Photo: Lo Pei-der, Taipei Times

Independent Taipei mayoral candidate Ko Wen-je’s (柯文哲) campaign office yesterday said that it would stop taking any donations by Saturday, as team calculations suggest it has sufficient funds to run the campaign until election day on Nov. 29.

“From August until the end of last month, the campaign office has spent a total of NT$43 million [US$1.4 million], while receiving donations of NT$89 million,” Ko’s campaign executive director Yao Li-ming (姚立明) told a press conference held to release the latest financial statements.

“Since NT$89 million exceeds the legal maximum amount allowed for a Taipei mayoral campaign, which is NT$87 million, Ko has decided to stop taking donations from now on — that is, we will stop calling for donations and will turn people away who come to us to make donations,” he said.

As for online donations, Yao said that since it would take time to close down the system, the online donation system would not be closed until Saturday.

“This might be the first time in Taiwan’s electoral history that a candidate has decided to stop taking donations,” Yao said.

“The campaign funds we have now are sufficient for us to operate until election day. I think we might end up spending less than NT$80 million overall,” Ko said. “It is always good for candidates to cut down on campaign spending, because if you take a lot of donations from businesses, how could you be fair when you are elected?”

“Cutting down on campaign spending is important for clean politics,” he added.

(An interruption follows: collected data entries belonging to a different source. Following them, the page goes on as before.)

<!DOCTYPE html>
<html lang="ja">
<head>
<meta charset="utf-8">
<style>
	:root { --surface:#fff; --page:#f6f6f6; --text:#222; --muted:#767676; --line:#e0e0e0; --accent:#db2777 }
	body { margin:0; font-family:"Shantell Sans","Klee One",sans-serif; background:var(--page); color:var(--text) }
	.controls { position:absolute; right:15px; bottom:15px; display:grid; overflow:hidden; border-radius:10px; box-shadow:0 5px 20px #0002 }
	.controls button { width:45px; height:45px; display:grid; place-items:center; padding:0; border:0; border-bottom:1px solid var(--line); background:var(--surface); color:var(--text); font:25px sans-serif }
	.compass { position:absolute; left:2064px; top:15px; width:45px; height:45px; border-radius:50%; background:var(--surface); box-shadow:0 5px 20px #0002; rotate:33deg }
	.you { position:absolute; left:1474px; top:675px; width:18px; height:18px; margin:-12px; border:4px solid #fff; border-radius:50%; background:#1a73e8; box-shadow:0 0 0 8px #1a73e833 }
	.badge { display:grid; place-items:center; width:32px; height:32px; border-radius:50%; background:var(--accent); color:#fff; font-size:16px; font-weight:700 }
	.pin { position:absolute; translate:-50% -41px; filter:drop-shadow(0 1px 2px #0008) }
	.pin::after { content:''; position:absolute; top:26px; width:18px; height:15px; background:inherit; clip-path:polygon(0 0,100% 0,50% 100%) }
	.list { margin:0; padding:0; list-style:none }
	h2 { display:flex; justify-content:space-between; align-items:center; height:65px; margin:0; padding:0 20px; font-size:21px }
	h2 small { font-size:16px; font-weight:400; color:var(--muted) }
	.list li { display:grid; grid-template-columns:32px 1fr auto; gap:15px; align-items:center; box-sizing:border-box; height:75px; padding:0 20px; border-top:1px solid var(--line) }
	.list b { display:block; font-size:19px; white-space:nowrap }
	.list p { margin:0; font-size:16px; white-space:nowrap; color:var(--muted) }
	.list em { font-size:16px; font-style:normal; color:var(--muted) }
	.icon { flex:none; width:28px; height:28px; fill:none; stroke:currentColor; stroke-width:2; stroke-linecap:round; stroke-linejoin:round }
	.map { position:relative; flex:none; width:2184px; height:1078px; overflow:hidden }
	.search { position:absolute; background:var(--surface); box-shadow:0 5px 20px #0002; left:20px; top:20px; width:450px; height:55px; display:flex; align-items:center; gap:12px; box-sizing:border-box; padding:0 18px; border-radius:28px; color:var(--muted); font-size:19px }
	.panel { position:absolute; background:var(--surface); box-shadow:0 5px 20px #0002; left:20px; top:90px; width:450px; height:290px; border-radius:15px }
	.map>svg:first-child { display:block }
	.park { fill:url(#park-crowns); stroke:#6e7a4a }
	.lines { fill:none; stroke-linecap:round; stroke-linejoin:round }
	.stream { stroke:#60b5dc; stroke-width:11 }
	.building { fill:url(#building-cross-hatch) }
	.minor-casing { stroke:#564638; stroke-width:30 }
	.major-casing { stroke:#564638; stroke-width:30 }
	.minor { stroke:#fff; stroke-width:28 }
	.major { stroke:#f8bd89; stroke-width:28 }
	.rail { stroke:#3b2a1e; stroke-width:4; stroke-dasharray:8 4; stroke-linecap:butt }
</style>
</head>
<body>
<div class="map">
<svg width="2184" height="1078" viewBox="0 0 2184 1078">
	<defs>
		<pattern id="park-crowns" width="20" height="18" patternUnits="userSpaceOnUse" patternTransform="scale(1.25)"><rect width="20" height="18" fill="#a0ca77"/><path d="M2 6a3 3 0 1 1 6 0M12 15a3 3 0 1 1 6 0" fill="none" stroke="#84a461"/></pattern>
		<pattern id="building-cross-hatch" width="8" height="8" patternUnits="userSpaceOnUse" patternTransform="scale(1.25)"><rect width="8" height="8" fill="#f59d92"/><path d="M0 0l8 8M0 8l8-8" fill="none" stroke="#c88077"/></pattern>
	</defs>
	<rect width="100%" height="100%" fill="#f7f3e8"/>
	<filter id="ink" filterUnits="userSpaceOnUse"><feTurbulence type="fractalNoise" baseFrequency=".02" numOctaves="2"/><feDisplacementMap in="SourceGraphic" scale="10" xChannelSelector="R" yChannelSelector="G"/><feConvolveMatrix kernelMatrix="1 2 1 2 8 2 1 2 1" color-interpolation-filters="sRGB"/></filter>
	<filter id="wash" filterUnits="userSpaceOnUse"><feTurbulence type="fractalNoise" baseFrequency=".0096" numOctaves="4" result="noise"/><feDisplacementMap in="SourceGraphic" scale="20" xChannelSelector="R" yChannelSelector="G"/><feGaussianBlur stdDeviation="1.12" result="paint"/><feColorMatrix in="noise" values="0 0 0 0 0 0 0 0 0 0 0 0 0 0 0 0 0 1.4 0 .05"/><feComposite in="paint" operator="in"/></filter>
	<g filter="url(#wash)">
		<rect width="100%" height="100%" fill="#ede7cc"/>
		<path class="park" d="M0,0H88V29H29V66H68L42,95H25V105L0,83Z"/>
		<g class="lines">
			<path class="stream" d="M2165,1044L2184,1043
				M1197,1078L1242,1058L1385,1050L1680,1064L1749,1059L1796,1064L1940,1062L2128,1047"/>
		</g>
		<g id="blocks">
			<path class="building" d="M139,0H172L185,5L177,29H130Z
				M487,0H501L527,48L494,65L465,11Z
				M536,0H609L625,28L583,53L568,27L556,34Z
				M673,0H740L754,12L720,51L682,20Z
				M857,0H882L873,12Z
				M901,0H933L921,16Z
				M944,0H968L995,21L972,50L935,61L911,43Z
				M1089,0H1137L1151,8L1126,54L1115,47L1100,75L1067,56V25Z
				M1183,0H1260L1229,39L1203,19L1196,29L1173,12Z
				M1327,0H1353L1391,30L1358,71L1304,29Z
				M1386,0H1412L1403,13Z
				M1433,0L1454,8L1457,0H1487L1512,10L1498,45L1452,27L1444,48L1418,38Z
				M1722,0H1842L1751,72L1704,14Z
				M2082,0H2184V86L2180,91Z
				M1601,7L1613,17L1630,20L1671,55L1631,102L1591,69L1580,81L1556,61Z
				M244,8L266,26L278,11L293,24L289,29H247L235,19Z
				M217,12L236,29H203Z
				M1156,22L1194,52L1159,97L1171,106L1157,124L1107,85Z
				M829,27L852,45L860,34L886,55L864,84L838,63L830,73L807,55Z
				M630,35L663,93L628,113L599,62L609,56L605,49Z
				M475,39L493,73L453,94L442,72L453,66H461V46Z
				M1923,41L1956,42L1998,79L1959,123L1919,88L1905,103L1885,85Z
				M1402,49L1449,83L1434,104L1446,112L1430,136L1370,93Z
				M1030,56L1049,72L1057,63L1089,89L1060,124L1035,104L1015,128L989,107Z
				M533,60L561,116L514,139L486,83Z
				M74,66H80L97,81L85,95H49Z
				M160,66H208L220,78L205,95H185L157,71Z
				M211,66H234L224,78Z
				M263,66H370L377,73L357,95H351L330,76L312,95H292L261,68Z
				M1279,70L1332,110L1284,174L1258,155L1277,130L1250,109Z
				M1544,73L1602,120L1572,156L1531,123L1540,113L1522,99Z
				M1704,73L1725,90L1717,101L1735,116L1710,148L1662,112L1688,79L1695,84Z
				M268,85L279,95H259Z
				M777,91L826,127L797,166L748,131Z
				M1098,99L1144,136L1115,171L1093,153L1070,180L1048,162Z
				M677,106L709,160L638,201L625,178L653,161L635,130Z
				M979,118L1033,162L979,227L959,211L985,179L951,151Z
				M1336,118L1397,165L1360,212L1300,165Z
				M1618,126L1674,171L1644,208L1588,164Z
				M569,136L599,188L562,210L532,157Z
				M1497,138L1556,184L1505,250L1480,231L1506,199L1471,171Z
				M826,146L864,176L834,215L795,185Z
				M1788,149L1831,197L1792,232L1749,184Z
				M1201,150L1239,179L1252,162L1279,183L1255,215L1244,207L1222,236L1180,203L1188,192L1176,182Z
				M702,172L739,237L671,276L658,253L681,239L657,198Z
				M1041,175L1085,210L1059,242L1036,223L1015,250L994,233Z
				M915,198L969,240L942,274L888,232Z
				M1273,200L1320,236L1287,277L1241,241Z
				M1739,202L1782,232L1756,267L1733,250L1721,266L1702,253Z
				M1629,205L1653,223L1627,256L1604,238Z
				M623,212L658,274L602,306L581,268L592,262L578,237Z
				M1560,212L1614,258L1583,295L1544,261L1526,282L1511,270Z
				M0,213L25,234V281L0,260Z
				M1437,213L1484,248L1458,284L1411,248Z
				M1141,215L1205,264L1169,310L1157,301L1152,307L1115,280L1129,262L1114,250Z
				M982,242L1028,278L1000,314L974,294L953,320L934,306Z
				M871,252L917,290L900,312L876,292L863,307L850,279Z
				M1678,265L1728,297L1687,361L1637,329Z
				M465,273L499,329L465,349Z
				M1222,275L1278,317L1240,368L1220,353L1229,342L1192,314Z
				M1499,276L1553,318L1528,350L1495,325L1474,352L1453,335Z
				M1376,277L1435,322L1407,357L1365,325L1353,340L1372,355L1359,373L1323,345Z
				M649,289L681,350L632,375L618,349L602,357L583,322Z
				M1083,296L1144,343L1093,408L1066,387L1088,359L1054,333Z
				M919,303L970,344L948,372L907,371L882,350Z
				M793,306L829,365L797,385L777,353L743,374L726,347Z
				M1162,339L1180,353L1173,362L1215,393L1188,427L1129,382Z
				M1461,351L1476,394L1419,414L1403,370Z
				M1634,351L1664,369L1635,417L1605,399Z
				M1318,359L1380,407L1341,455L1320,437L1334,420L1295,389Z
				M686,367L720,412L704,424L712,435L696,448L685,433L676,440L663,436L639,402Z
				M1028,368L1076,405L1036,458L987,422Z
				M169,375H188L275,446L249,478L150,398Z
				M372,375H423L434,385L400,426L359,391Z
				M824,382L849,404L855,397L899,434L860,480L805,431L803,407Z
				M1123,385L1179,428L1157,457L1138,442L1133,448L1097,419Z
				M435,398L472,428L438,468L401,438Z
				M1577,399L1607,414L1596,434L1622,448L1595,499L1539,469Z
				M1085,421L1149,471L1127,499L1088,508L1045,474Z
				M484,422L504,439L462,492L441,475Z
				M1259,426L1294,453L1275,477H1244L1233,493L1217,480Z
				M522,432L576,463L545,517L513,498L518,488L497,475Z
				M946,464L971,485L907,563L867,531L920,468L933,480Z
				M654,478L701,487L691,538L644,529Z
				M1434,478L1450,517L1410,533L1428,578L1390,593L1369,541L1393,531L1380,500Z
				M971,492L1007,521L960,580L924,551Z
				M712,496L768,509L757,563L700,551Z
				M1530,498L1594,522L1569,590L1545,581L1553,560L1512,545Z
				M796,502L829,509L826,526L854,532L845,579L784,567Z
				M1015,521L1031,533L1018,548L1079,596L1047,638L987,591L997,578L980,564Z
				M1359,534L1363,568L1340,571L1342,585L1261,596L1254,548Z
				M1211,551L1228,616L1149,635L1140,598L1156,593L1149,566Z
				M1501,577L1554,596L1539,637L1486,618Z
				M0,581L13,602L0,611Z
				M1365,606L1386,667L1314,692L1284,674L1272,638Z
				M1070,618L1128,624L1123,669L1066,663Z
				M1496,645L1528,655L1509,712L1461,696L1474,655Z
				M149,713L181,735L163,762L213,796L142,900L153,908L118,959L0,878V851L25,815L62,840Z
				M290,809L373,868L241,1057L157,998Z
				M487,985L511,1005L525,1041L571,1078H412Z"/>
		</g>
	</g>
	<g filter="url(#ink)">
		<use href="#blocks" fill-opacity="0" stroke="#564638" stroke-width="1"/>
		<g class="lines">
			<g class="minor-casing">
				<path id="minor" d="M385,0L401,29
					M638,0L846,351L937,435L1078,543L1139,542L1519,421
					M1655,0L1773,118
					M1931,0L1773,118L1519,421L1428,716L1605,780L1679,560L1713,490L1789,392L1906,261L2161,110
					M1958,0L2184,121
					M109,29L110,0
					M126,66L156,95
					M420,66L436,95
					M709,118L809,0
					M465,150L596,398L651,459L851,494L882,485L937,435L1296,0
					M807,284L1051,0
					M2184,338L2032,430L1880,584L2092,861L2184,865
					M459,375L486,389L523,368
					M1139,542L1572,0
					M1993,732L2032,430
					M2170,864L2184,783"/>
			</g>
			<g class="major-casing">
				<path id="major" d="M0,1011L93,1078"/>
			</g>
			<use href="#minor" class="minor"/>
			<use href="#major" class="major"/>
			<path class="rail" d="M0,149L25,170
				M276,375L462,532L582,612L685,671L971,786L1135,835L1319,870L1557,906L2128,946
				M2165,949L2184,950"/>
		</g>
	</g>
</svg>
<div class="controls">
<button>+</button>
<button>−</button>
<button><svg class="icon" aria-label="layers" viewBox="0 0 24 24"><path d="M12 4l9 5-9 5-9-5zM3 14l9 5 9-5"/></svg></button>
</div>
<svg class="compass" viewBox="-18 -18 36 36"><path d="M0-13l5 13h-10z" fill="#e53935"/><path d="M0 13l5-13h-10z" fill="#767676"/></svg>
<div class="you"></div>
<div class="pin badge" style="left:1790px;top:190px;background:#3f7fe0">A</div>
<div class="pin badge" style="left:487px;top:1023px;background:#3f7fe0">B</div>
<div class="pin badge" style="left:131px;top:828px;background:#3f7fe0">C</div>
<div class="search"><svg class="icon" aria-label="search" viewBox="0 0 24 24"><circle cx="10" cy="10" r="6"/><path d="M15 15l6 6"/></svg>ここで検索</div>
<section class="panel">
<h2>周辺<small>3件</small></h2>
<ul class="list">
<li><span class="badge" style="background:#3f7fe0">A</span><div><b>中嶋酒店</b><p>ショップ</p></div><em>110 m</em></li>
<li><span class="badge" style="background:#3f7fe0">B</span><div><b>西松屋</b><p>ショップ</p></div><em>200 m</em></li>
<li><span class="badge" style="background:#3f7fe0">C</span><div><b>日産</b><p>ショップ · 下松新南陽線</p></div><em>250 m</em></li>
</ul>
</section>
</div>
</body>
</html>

Ko went on to say that so far, the only large expenditure expected would be the parade on Nov. 23, which would likely cost about NT$2 million, adding that he would give an extra month of salary to his campaign staff, “so that they would have money to spend while they look for new jobs.”

Asked whether he plans to buy TV ads, Ko said he would prefer not to.

“However, I will discuss the issue with my campaign team,” he added.

Ko said he would not set up a foundation with what might be left from his campaign fund; rather, he would return the money to the public. However, he did not elaborate how he would do so.

Separately yesterday, Chien Chen-yu (錢震宇), spokesperson of Chinese Nationalist Party (KMT) Taipei mayoral candidate Sean Lien’s (連勝文) campaign, described the announcement as “pure electioneering,” saying: “None of the information showed by Ko’s staff was certified by any official agencies.”

Meanwhile, in other news, Ko yesterday played down recent remarks by Yao that he would eventually garner 800,000 votes, beating Lien by 200,000.

Speaking to a gathering of supporters on Sunday, Yao predicted that about 20 percent of KMT supporters would vote for Ko, so in the end, Ko would capture about 800,000 votes — exceeding former president Chen Shui-bian’s (陳水扁) 690,000 votes when he was elected Taipei mayor in 1994 and Taipei Mayor Hau Lung-bin’s (郝龍斌) 790,000 votes in 2010 — while Lien would receive about 600,000 votes.

“I think he [Yao] was being too optimistic, because Lien has not made all his efforts yet,” Ko said yesterday when asked to comment on Yao’s remarks. “He was speaking to a small group of supporters and tried to make them confident about the election outcome.”